Part of the Last Stand series, Aftermath follows a group of people surviving a zombie apocalypse. It plays a bit like Hades, including the fact that they’re the same genre, in which the environments and enemies thrown at you are procedurally generated. There’s a strong element of resource management here, as well as plenty of other gameplay mechanics that need to be kept up with as you take down the hordes of zombies chasing after you.

There have been plenty of updates and fixes since its launch and the two-man team continues to work on polishing this hidden gem. But even now, the gameplay rarely ever gets dull and there’s tons of new content to liven up the formula. Plus, since it’s a roguelite it’s much friendlier to new players unfamiliar with the genre.

Cursed to Golf 

A player taking aim in Cursed to Golf

(Image credit: Thunderful Publishing)

What if in Mario Golf, instead of playing a nice game of golf with your friends and frenemies, you got trapped in Golf Purgatory and had to keep golfing to become a Golfing Legend and escape? Well you can find out by playing a sprite-styled rogue-like called Cursed to Golf.

Cursed to Golf is a fully fleshed out golfing game that accurately replicates the physics of golf including swing angles and obstacles. It procedurally generates each environment in a game, creating a brand new and difficult puzzle to golf through every time. 
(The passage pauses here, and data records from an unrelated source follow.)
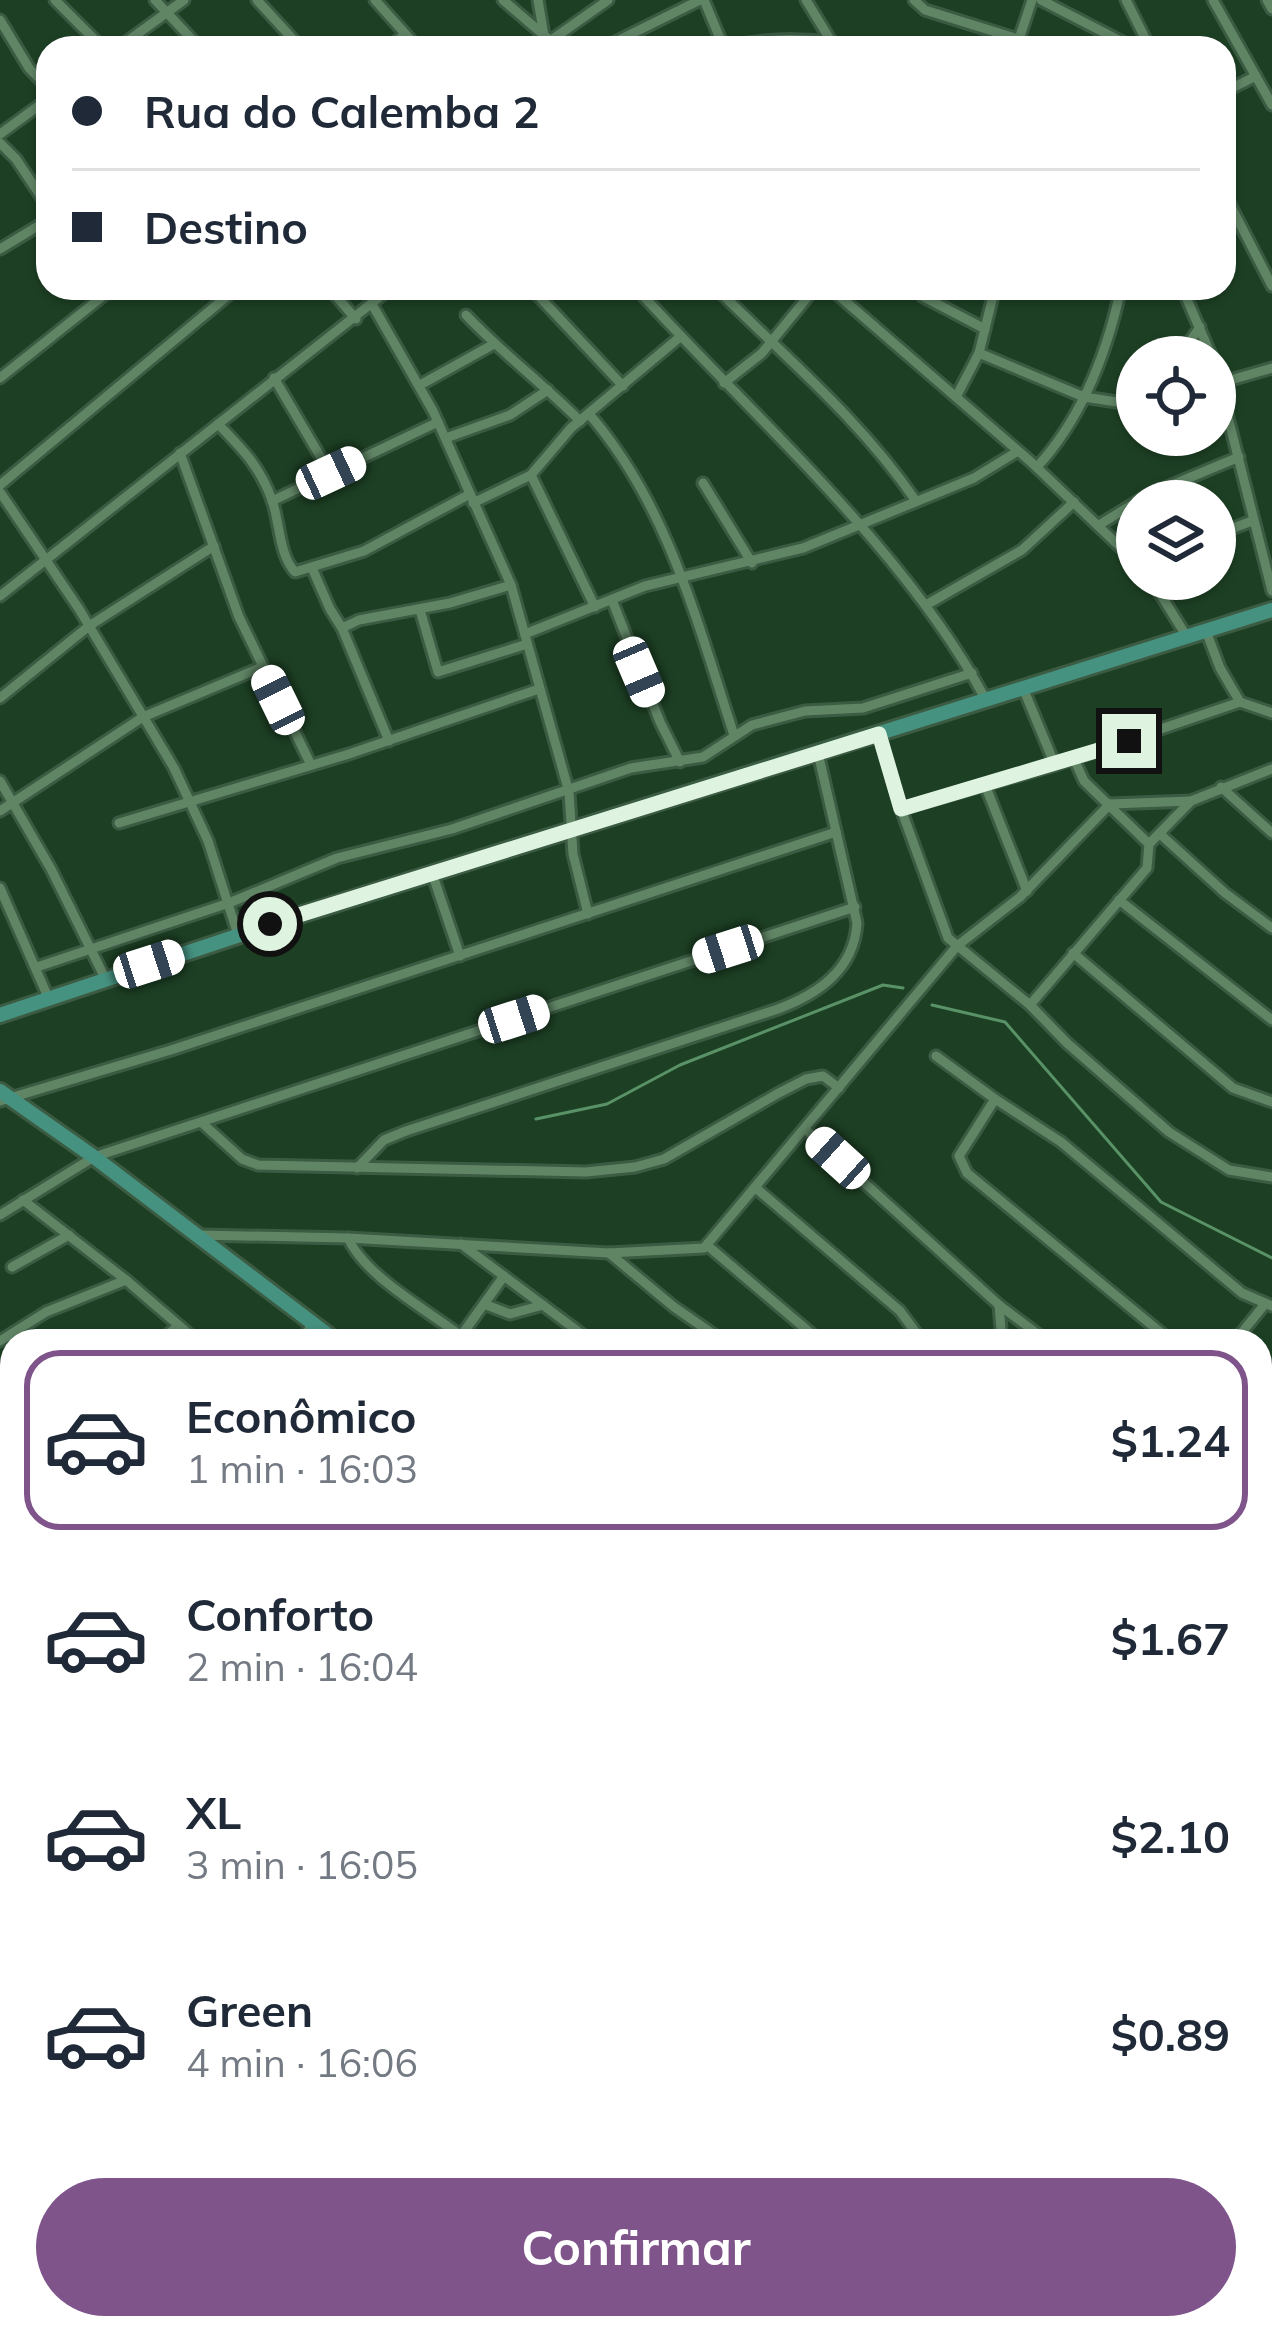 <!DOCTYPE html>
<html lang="pt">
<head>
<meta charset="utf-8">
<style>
	:root { --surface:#fff; --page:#f6f6f7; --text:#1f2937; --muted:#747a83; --line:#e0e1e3; --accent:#7f548a }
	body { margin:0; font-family:Mulish,sans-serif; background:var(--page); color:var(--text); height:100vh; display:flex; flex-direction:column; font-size:45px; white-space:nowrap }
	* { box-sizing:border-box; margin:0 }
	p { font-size:39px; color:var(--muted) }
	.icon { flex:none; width:66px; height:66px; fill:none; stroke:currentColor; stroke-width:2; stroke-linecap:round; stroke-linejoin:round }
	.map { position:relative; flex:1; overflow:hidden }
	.panel { position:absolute; left:0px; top:1329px; width:1272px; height:1011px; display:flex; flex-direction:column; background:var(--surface); border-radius:36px 36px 0 0; box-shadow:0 3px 9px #0004 }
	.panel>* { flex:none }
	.top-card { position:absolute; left:36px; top:36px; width:1200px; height:264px; border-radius:36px; box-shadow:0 3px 9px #0004; display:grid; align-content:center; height:264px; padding:0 36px; background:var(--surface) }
	.controls { position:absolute; left:1116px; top:336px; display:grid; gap:24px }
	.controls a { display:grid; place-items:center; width:120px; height:120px; border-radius:50%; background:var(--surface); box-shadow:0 3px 9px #0004; font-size:60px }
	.end { position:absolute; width:54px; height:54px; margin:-27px; border:15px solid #dff3e1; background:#111; box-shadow:0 0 0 6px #111 }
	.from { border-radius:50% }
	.car { position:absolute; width:36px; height:72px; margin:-36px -18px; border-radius:15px; box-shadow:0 0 9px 3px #0007; background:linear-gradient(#fff 24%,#345 0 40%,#fff 0 76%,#345 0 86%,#fff 0) }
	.top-card b { display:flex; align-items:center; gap:42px; height:114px; font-size:45px }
	.top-card b+b { border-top:3px solid var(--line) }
	.top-card i { width:30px; height:30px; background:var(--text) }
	ul { padding:21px 0 0; list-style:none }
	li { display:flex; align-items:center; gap:36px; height:180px; margin:0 24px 18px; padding:0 12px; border:6px solid transparent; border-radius:36px }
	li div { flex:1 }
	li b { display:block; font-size:45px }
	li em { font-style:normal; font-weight:700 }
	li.active { border-color:var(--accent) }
	li>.icon { width:108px; height:108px; stroke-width:1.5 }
	.primary-button { display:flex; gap:24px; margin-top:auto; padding:24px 36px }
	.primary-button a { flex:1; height:138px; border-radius:72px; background:var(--accent); color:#fff; font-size:48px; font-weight:700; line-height:138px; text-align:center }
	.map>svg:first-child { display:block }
</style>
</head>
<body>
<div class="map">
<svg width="1272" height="2339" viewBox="0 0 1272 2339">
	<rect width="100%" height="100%" fill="#1d4024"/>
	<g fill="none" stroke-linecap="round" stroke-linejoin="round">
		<!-- stream -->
		<g stroke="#599267" stroke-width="3">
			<polyline points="932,1005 1005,1022 1161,1202 1272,1258"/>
			<polyline points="536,1119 607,1104 680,1065 883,985 903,988"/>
			<polyline points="1260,1589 1272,1564"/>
		</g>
		<defs>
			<g id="street">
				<polyline points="55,0 103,48"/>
				<polyline points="155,0 200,48"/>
				<polyline points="257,0 301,48"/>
				<polyline points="375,0 418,48"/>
				<polyline points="503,0 559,48"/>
				<polyline points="538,0 544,36"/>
				<polyline points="704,0 724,48"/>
				<polyline points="806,0 831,41"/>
				<polyline points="914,0 925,10 1018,39"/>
				<polyline points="1041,0 1134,48"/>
				<polyline points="1126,0 1150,48"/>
				<polyline points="1213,0 1272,105"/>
				<polyline points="1267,0 1272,9"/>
				<polyline points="0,20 29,68 48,88"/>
				<polyline points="550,41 608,0"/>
				<path d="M724,47C773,37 814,37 862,48"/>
				<polyline points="118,48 184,0"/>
				<polyline points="389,48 405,34"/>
				<polyline points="603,48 700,0"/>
				<polyline points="1016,48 1032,0"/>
				<polyline points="1224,92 1256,76"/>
				<polyline points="0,134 48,99"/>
				<polyline points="0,143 16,159 48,207"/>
				<polyline points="1224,193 1272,286"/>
				<polyline points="0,249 48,220"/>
				<polyline points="329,288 356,319"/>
				<polyline points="531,288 623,386"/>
				<path d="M636,288C753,417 904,547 986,700"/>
				<path d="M716,288C787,359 858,417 916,501"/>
				<polyline points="830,288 1031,462 1137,563"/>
				<polyline points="919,288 922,296 985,329"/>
				<polyline points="1182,288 1212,357"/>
				<polyline points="373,306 433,411 511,585 569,792 573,854 588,914"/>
				<path d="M466,315C502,353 543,384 580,421"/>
				<polyline points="979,353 1084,397 1137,405"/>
				<polyline points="1179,357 1200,327"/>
				<polyline points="1215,366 1272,591"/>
				<polyline points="0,378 113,288"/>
				<polyline points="274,378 330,473"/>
				<polyline points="724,383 762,353 815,288"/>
				<polyline points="1220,383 1272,368"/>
				<polyline points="420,385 494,344"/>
				<polyline points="956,397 979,353 995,288"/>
				<path d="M589,414C668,505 697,622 734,735"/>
				<path d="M218,424C243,450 259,465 272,500C280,523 279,555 295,572L364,551L470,494"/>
				<polyline points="446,438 510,415 548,390"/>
				<polyline points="180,453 239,617 311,765"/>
				<path d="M1037,467C1082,418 1107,353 1121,288"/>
				<polyline points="531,475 595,607"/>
				<polyline points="703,483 752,563"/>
				<polyline points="0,485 237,288"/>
				<polyline points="0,492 79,609 174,768 208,841 238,935"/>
				<polyline points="272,501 438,422"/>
				<polyline points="473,503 531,475 571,428 680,337"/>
				<polyline points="1099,525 1148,495 1239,457"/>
				<polyline points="1215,535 1252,521"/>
				<polyline points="312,568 330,609 342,628"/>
				<polyline points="1151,579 1187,637"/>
				<polyline points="0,596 391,288"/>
				<polyline points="612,600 660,722 680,762"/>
				<polyline points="926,605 1022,550 1074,502"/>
				<polyline points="420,610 438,672 527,644"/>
				<polyline points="1206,631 1220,668 1240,702 1272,713"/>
				<polyline points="525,634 645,586 803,548 974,478 1018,451"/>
				<polyline points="1023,688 1055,765"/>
				<polyline points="0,698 89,626 214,546"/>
				<polyline points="879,733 901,809 948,938 1030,1005 1067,1043 1169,1132 1229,1170 1272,1177"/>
				<polyline points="389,741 342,628 359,620 450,603 511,585"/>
				<polyline points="1074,759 1084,781 1149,844"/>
				<polyline points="0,781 51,869 105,978"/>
				<polyline points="985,785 1027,891"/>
				<polyline points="1221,787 1272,833"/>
				<polyline points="1110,804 1191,801"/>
				<polyline points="901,809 1055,765 1240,702"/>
				<polyline points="0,811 143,717 262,667"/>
				<polyline points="119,823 349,754 539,689"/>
				<polyline points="1160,834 1225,893 1272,928"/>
				<polyline points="432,873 460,956"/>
				<polyline points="0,888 48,997"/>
				<polyline points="1119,900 1272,1020"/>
				<polyline points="1073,953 1233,1088 1272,1102"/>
				<polyline points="37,967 229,903 337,858 452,829 631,768 703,757 752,725 805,711 863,708 972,673"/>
				<polyline points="1030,1005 1147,868 1149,844 1191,801 1272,769"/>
				<polyline points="936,1056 995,1099 959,1156 967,1173 1171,1341"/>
				<polyline points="995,1099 1061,1142 1242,1293 1272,1306"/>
				<polyline points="0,1101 171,1050 836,832"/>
				<polyline points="201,1122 242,1159 258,1165 586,1172 635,1167 664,1159 777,1094 806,1079 823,1076 839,1088"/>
				<polyline points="805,1129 999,1305 1047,1341"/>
				<path d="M357,1168L384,1140L406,1131L778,1009C818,994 854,970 857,923L818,753"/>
				<polyline points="757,1189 900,1311 922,1341"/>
				<polyline points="23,1200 126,1280 197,1341"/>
				<polyline points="0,1215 94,1157 855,907"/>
				<polyline points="199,1235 348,1238 609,1253 704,1248 957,946 1020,897 1110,804"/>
				<path d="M348,1238C365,1276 427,1310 461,1336"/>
				<polyline points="461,1244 591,1341"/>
				<polyline points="708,1246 820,1341"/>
				<polyline points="609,1253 674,1307 723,1341"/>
				<polyline points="12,1267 69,1235"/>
				<polyline points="484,1304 510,1314 543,1305"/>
				<polyline points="999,1305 1002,1341"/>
				<polyline points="458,1340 504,1276"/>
				<polyline points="0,1341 46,1312 126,1280"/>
				<polyline points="160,1341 178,1326"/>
				<polyline points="302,1341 312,1324"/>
				<polyline points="1235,1341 1265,1304"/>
				<polyline points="1260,1432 1272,1416"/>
				<polyline points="0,1484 12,1466"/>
				<polyline points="0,1625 12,1637"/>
				<polyline points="0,1709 12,1695"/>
				<polyline points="0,1768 12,1780"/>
				<polyline points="1260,1769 1272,1777"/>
				<polyline points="1272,1789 1268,1810 1272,1820"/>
				<polyline points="0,1846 12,1862"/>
				<polyline points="0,1993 12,1990"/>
				<polyline points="1262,2005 1272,1978"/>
				<polyline points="1260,2034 1271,2011"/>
				<polyline points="0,2045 12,2042"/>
				<polyline points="0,2097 12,2093"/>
				<polyline points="1260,2138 1272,2157"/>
				<polyline points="0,2178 12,2174"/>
				<polyline points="1260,2210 1272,2226"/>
				<polyline points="0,2256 12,2254"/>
				<polyline points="1260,2300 1272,2295"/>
				<polyline points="215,2328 220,2339"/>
				<polyline points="575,2328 580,2339"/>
				<polyline points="680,2328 687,2339"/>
				<polyline points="761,2328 767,2339"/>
				<polyline points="1122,2328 1130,2339"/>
				<polyline points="0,2335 34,2328"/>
				<polyline points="123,2339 154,2328"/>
				<polyline points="314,2339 338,2328"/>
				<polyline points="463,2339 485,2328"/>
				<polyline points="998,2339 1016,2328"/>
				<polyline points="1174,2339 1202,2328"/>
			</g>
			<g id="secondary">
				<polyline points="0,1015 303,914 1272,610"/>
				<polyline points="0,1091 94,1157 336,1341"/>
				<polyline points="1260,2131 1272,2129"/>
				<polyline points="1040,2328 1048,2339"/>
				<polyline points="791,2339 818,2328"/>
			</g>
		</defs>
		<!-- street casing -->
		<use href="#street" stroke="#3c5b43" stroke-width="15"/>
		<!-- secondary casing -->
		<use href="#secondary" stroke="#3c5b43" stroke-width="20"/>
		<!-- street -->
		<use href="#street" stroke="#608565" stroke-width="9"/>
		<!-- secondary -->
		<use href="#secondary" stroke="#469281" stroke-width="14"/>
	</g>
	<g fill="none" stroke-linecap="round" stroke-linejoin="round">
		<!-- route -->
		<polyline stroke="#dff3e1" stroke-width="15" points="270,924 879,734 901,809 1129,741"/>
	</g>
</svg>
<div class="controls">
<a><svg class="icon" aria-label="locate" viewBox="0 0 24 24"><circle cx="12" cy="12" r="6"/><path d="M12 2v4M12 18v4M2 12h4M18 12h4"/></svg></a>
<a><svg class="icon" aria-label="layers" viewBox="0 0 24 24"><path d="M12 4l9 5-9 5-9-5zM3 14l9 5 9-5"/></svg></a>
</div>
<i class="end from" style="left:270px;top:924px"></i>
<i class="end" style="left:1129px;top:741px"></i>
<i class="car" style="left:331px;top:473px;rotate:65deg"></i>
<i class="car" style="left:639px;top:672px;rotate:157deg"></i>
<i class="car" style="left:278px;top:700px;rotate:334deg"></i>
<i class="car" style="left:728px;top:949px;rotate:252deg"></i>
<i class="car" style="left:149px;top:964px;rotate:72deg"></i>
<i class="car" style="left:514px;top:1019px;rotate:72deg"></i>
<i class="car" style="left:838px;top:1158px;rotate:312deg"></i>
<div class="top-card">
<b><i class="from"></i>Rua do Calemba 2</b>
<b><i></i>Destino</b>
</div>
<section class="panel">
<ul>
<li class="active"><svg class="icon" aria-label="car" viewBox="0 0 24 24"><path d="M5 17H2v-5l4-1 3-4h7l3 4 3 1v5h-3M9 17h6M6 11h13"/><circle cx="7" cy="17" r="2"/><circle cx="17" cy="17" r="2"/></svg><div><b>Econômico</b><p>1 min · 16:03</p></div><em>$1.24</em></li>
<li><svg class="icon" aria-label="car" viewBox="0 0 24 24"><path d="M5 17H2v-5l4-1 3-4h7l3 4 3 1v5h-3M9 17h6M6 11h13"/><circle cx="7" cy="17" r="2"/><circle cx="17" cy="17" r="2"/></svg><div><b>Conforto</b><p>2 min · 16:04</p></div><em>$1.67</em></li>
<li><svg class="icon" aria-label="car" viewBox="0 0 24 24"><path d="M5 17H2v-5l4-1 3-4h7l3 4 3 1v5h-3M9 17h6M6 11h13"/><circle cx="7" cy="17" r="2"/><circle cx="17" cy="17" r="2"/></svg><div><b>XL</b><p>3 min · 16:05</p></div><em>$2.10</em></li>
<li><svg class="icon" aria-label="car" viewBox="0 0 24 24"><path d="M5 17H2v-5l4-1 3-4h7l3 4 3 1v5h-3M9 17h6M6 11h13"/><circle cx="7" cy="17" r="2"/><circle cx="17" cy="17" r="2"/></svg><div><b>Green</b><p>4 min · 16:06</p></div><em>$0.89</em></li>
</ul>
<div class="primary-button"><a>Confirmar</a></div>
</section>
</div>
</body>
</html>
Having to master not only each club type and use it to safely get the ball through some of the toughest sections while avoiding water and sand traps can feel diabolic at times. But the smooth animations and strong physics engine lessen the frustration and instead do what many rougue-likes fail to, which is make the difficulty feel rewarding on its own merit and not yet another obstacle to conquer.